Kunal Patwari, CEO, Gemini Corporation

More news below.

Diane Brady

Important news

Deep pockets.

Saudi Arabia’s ambitious plan to wean its economy off fossil fuels depends on the continued success of its oil giant, Saudi Aramco. The Middle Eastern country is leveraging Aramco’s huge profits — thanks to how cheap it is to extract Arab oil — to invest in futuristic cities, clean energy, sports and more. But it’s still not enough: Saudi government debt has grown 20-fold since 2014. good fortune

Is there a ‘good place to work’ for Gen Z?
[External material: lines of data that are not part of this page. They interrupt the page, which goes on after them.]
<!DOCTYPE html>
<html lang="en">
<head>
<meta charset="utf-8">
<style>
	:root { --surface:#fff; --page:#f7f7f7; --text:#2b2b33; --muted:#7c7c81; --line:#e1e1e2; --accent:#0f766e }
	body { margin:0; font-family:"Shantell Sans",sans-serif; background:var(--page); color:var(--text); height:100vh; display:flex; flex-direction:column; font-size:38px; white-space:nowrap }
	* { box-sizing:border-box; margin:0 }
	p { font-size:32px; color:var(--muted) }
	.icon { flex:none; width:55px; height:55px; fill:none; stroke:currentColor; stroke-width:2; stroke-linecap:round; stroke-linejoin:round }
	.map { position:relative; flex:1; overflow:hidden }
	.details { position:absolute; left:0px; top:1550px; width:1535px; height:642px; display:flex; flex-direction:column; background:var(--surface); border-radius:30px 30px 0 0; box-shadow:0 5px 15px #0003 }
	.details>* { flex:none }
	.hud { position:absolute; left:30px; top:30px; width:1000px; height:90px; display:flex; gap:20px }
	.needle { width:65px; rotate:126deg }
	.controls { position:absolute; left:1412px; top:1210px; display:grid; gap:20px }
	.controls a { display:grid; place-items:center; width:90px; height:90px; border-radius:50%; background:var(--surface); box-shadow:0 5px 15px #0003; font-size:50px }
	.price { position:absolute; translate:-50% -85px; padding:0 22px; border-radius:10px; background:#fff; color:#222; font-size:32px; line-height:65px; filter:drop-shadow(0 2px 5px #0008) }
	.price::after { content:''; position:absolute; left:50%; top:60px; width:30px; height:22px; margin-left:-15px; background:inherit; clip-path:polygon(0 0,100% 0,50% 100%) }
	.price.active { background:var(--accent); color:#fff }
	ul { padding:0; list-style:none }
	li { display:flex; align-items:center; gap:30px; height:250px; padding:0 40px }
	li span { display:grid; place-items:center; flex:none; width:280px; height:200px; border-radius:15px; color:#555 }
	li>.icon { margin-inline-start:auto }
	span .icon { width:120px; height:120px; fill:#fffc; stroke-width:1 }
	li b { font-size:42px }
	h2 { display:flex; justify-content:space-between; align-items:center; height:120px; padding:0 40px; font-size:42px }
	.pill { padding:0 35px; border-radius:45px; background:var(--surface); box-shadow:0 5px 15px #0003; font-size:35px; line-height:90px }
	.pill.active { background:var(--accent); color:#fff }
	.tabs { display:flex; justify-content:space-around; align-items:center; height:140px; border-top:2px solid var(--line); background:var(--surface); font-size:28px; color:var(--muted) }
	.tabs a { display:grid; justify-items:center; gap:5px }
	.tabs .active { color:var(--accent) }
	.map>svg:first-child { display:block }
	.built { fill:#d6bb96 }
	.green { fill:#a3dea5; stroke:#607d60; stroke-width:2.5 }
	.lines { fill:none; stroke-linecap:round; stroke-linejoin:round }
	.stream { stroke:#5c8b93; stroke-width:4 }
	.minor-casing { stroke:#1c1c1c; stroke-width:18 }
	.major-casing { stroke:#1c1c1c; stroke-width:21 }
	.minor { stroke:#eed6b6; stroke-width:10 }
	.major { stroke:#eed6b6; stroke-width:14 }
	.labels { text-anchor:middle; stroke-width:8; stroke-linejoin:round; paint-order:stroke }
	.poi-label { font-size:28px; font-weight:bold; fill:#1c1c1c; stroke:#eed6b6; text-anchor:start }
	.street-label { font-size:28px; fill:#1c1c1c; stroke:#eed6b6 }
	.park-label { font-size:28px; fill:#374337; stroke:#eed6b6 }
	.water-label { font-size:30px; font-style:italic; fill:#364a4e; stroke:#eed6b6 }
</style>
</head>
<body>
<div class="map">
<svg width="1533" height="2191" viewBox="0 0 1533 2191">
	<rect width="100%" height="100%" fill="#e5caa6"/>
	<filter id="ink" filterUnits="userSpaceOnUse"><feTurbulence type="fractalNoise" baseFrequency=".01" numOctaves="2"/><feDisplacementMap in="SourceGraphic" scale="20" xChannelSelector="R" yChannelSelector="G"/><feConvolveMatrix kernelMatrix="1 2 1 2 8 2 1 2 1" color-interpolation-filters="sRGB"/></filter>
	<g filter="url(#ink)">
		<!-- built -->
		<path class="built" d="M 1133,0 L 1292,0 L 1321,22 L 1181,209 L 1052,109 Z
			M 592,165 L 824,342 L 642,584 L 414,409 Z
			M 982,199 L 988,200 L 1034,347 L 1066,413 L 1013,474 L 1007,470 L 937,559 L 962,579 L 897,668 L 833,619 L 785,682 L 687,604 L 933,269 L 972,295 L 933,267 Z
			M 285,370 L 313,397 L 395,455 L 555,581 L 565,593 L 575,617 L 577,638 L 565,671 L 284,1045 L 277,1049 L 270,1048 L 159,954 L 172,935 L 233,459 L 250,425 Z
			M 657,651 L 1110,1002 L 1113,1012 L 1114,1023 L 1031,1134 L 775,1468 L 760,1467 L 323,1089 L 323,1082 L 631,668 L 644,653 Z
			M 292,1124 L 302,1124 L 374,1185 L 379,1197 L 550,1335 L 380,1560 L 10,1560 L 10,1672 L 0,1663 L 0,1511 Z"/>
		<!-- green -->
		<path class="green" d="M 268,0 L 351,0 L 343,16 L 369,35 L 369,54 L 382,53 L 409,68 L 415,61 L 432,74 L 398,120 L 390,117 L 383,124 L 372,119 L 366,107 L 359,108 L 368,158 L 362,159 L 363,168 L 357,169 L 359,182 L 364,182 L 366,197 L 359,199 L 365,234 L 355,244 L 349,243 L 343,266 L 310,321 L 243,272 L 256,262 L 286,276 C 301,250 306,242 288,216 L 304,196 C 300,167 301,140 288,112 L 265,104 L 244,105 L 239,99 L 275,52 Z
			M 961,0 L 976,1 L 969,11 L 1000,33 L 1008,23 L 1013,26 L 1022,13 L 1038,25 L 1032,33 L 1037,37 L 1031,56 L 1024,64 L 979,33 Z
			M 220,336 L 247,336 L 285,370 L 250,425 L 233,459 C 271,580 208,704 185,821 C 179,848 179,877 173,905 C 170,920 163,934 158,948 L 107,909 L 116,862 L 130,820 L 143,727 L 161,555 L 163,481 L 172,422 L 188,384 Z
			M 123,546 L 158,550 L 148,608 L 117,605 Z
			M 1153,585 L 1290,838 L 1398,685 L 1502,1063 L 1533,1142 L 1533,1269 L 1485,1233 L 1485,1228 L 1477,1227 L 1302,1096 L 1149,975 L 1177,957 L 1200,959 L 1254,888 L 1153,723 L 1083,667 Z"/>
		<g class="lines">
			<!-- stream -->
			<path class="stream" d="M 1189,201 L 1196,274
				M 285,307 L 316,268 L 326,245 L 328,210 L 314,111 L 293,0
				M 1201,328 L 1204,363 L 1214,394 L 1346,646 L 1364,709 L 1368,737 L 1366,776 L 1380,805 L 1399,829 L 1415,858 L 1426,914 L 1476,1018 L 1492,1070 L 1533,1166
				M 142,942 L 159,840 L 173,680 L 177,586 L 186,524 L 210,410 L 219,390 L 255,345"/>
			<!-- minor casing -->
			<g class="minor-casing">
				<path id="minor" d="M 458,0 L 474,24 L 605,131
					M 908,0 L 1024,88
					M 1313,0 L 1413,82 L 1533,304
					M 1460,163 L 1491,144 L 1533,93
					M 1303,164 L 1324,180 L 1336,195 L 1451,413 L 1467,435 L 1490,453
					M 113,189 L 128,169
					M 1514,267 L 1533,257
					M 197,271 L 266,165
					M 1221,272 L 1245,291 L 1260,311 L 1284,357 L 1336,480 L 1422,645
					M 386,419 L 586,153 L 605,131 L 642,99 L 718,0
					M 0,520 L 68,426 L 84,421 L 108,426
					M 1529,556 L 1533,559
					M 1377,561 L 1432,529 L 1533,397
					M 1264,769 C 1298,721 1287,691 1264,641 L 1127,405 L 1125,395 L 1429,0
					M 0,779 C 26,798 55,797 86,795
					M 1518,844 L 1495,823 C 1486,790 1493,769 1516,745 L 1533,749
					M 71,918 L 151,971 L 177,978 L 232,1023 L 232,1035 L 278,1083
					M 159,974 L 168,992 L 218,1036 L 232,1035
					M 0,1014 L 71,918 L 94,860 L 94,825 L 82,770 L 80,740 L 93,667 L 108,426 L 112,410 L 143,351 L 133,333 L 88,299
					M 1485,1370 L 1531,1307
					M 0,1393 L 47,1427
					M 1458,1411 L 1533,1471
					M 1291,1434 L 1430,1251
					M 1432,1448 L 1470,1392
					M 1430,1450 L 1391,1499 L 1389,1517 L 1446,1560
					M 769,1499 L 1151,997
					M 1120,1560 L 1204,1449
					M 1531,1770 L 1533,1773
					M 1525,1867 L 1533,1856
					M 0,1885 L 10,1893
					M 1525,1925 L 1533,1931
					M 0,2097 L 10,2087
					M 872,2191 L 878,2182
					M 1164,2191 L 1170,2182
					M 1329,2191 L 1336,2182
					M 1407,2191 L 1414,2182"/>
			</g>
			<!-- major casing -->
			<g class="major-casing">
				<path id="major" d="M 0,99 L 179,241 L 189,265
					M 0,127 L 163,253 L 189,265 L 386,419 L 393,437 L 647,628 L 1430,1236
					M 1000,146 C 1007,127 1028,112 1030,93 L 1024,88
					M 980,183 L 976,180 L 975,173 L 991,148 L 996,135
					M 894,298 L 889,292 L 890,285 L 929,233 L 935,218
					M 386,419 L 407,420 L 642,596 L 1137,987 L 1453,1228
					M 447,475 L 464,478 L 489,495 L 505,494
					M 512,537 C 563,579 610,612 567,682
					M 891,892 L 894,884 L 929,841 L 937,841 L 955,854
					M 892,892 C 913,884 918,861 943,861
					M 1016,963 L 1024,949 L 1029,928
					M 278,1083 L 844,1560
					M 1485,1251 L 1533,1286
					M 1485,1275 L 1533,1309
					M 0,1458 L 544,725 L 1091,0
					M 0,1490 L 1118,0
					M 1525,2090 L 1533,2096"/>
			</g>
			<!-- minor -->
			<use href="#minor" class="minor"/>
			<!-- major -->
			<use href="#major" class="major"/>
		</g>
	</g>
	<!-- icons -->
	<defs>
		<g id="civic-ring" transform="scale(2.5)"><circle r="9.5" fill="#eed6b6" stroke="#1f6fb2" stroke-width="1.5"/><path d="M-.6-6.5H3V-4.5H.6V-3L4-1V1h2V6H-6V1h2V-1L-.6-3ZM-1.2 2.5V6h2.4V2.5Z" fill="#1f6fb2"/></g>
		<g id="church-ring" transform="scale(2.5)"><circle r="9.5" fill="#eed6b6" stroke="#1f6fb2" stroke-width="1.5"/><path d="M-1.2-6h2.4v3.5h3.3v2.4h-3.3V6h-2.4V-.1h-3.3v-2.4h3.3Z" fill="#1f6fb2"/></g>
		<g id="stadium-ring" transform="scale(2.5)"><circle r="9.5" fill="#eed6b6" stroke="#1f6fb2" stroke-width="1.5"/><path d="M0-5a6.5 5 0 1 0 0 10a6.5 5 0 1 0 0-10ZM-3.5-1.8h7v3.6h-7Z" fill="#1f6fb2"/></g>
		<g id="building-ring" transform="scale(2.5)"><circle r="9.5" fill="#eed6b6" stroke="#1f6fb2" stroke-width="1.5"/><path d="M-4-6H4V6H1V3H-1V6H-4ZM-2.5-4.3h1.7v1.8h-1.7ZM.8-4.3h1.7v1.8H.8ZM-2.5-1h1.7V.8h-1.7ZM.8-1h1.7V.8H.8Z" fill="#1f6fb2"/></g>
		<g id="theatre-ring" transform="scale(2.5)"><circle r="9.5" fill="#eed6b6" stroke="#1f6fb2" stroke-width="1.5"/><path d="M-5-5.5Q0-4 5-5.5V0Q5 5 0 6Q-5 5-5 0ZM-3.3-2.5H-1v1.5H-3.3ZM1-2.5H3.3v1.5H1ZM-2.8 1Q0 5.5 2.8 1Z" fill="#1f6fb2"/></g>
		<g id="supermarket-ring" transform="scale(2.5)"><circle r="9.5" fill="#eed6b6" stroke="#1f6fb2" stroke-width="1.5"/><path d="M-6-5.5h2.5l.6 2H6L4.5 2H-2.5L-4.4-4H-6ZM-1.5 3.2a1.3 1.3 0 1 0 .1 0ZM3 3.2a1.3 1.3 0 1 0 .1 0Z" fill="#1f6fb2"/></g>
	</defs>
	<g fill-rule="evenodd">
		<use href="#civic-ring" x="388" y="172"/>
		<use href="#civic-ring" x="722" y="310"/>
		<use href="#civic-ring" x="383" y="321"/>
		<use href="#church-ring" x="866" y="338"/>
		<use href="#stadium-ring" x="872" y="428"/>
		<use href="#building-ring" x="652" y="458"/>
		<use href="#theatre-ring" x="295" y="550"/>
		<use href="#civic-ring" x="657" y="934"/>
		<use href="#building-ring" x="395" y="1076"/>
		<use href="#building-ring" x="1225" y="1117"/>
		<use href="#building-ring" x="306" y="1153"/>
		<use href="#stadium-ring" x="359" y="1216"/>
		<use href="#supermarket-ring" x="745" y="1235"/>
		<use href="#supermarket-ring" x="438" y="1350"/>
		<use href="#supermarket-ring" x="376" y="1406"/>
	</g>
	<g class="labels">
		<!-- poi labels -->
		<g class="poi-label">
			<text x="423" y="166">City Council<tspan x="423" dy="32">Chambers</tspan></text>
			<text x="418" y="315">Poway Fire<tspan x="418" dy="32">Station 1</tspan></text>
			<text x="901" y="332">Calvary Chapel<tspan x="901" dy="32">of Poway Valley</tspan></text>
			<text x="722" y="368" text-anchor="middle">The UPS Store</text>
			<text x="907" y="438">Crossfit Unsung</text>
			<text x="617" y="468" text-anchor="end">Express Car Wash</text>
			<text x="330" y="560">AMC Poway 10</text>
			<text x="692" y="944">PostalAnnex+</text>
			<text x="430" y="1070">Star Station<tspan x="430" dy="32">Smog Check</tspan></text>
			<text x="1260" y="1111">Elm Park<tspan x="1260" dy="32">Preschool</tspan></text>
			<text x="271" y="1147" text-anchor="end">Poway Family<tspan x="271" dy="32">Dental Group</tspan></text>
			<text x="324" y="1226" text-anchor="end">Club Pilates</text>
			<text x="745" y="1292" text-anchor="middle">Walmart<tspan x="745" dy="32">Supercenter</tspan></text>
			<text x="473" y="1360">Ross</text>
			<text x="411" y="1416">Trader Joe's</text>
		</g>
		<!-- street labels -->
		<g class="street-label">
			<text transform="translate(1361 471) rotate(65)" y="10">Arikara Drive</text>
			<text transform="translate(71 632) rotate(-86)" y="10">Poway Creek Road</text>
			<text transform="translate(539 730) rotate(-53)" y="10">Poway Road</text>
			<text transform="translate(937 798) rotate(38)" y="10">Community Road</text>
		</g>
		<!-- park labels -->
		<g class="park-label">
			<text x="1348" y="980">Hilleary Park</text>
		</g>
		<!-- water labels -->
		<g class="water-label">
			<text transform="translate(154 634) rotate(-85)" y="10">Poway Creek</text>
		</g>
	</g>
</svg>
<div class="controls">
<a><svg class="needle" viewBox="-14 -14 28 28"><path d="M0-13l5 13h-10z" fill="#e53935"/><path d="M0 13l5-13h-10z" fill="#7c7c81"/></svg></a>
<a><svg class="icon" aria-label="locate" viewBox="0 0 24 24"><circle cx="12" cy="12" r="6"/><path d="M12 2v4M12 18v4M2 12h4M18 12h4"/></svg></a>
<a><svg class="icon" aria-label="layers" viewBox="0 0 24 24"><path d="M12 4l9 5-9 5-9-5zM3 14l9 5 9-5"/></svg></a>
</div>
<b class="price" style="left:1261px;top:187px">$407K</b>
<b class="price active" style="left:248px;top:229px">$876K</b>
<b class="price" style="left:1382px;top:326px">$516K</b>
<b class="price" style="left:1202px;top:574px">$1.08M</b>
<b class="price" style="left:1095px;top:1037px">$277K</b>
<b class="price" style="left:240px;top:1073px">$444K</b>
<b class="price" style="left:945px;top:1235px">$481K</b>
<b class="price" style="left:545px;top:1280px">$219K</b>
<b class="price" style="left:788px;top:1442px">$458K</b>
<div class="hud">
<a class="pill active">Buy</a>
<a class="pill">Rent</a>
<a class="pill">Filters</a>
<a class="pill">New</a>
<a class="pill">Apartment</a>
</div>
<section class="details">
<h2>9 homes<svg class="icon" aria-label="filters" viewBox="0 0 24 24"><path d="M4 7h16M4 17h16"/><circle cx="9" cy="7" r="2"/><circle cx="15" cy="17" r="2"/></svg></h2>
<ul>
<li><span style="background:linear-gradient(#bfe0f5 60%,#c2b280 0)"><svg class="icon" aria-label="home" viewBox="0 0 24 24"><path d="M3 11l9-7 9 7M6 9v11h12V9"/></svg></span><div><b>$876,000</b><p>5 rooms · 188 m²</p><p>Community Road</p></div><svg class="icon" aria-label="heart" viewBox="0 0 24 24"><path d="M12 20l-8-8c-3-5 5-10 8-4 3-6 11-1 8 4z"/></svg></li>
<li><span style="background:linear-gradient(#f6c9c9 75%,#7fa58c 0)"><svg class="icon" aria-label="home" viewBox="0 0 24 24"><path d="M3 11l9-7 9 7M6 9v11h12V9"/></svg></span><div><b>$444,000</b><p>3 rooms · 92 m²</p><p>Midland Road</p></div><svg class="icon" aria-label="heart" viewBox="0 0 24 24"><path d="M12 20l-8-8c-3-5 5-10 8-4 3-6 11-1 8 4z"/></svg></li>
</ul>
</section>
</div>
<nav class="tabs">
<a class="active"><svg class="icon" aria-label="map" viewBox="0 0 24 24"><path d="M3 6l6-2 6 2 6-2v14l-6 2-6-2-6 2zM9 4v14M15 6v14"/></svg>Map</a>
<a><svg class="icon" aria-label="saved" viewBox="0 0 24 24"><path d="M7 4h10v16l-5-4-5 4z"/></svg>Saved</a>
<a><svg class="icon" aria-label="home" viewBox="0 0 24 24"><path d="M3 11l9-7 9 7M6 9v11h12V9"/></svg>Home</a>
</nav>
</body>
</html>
Gen Xers entering the post-Covid workforce are trying to balance two different goals: flexibility and autonomy as well as stability. Gen Z graduates and workers doubt that the “dream job” exists – and want to define better work-life boundaries. “Gen Xers don’t live to work. They work to live,” says one college senior.. good fortune

Yellen warns of Chinese ‘overcapacity’

US Treasury Secretary Janet Yellen began her four-day visit to China in the southern city of Guangzhou. He warned again about “China’s industrial capacity,” bolstering a new argument by the Biden administration that Beijing More investment In industries like solar panels and EVs – and dumping products in overseas markets like the U.S. when she traveled to China, Yellen Refused Rejecting additional protections for US industries. Bloomberg

Around the water cooler

$2.8 billion startup raised by Navy SEAL to buy Australian firm helping upgrade its drones: ‘We’re building the world’s best AI pilot’ By Luisa Beltran

Elon Musk says he’s raising the salaries of Tesla engineers as Sam Altman’s OpenAI keeps trying to recruit them. By Christian Heitzner

Gen Z are increasingly choosing trade schools over college to become welders and carpenters because ‘it’s a direct path to a six-figure job.’ By Oriana Rosa Royal

The New Retirement Is Not Retirement: Baby Boomers are holding on to jobs well into their sixties and seventies because they ‘like to go to work’. By Alicia Adamczyk

Tesla bears say it’s poised to ‘go bust’ because it’s so vertically integrated, which is a ‘great model when you’re growing’ but not when you’ve had your worst quarter in years. be By Paolo Confino

Welcome to the Age of Ultra Nepo Babies: Every Billionaire Under 30 Inherited Their Fortune, New Report By Eleanor Pringle

TTheir edition of CEO Daily was produced by Nicholas Gordon.